The problem -> Where does the string "Grape" occur in the entries below? Copy every line where it does.

Saved data entries
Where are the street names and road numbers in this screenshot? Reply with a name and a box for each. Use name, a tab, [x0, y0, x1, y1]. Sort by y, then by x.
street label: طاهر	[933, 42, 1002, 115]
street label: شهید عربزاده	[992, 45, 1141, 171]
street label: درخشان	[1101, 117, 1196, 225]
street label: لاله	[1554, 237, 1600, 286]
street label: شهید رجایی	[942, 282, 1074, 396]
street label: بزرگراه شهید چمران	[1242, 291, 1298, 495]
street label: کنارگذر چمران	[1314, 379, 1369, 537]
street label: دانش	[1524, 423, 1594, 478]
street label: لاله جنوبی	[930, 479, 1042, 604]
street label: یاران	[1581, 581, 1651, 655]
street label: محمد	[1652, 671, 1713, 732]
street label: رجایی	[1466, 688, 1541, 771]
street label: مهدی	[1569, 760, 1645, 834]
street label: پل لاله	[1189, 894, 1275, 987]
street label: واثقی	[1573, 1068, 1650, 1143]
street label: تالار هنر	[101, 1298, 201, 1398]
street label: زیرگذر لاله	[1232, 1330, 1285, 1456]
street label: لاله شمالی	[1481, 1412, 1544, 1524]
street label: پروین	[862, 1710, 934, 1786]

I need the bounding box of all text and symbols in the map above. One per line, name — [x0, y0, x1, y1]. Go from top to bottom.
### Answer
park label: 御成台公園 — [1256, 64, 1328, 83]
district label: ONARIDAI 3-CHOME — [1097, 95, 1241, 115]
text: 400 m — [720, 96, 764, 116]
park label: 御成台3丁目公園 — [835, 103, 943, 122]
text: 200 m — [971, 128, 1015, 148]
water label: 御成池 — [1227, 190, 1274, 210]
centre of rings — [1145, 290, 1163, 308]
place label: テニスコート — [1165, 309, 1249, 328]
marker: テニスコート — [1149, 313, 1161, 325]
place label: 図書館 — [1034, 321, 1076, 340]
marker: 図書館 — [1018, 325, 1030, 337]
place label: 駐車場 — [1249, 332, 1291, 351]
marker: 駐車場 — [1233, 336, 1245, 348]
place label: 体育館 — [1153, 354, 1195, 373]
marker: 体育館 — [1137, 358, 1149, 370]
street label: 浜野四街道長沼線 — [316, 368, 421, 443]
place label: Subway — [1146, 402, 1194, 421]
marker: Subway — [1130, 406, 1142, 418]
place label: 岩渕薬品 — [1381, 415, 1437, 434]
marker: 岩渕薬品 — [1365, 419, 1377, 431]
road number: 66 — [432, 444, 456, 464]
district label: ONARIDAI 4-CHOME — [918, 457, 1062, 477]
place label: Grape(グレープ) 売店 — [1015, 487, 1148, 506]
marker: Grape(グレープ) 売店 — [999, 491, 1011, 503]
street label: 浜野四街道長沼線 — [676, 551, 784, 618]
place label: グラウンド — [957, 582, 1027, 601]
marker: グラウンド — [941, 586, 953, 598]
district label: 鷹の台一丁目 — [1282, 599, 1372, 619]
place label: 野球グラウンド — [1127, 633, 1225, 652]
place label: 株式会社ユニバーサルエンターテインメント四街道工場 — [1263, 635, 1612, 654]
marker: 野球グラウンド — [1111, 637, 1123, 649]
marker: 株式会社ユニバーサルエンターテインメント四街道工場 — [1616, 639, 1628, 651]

Exercise output ->
place label: Grape(グレープ) 売店 — [1015, 487, 1148, 506]
marker: Grape(グレープ) 売店 — [999, 491, 1011, 503]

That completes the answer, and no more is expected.